YOUR GOAL: Give back the entries below verbatim.
=====
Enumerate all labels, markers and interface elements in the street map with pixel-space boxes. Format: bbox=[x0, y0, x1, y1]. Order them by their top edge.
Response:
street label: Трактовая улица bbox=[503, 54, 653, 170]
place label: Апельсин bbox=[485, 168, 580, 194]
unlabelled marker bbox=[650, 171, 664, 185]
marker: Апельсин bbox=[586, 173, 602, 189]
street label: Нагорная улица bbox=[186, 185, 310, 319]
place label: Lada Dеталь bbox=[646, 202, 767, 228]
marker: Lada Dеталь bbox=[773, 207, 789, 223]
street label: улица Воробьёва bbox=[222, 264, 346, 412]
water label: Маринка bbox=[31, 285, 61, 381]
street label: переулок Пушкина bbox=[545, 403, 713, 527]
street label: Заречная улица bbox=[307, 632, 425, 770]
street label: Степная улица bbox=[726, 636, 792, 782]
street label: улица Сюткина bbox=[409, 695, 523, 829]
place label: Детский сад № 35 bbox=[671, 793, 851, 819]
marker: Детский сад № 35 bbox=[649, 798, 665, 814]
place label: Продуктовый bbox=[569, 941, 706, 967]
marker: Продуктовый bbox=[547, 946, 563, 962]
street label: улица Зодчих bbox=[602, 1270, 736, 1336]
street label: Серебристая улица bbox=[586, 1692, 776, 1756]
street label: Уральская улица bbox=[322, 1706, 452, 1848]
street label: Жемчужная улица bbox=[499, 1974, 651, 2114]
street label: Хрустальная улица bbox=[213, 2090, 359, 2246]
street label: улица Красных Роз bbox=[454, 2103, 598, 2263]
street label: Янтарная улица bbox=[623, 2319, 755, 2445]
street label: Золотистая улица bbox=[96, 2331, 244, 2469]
=====
OUTPUT FOR THIS TASK:
Enumerate all labels, markers and interface elements in the street map with pixel-space boxes. Format: bbox=[x0, y0, x1, y1]. Order them by their top edge.
Response:
street label: Трактовая улица bbox=[503, 54, 653, 170]
place label: Апельсин bbox=[485, 168, 580, 194]
unlabelled marker bbox=[650, 171, 664, 185]
marker: Апельсин bbox=[586, 173, 602, 189]
street label: Нагорная улица bbox=[186, 185, 310, 319]
place label: Lada Dеталь bbox=[646, 202, 767, 228]
marker: Lada Dеталь bbox=[773, 207, 789, 223]
street label: улица Воробьёва bbox=[222, 264, 346, 412]
water label: Маринка bbox=[31, 285, 61, 381]
street label: переулок Пушкина bbox=[545, 403, 713, 527]
street label: Заречная улица bbox=[307, 632, 425, 770]
street label: Степная улица bbox=[726, 636, 792, 782]
street label: улица Сюткина bbox=[409, 695, 523, 829]
place label: Детский сад № 35 bbox=[671, 793, 851, 819]
marker: Детский сад № 35 bbox=[649, 798, 665, 814]
place label: Продуктовый bbox=[569, 941, 706, 967]
marker: Продуктовый bbox=[547, 946, 563, 962]
street label: улица Зодчих bbox=[602, 1270, 736, 1336]
street label: Серебристая улица bbox=[586, 1692, 776, 1756]
street label: Уральская улица bbox=[322, 1706, 452, 1848]
street label: Жемчужная улица bbox=[499, 1974, 651, 2114]
street label: Хрустальная улица bbox=[213, 2090, 359, 2246]
street label: улица Красных Роз bbox=[454, 2103, 598, 2263]
street label: Янтарная улица bbox=[623, 2319, 755, 2445]
street label: Золотистая улица bbox=[96, 2331, 244, 2469]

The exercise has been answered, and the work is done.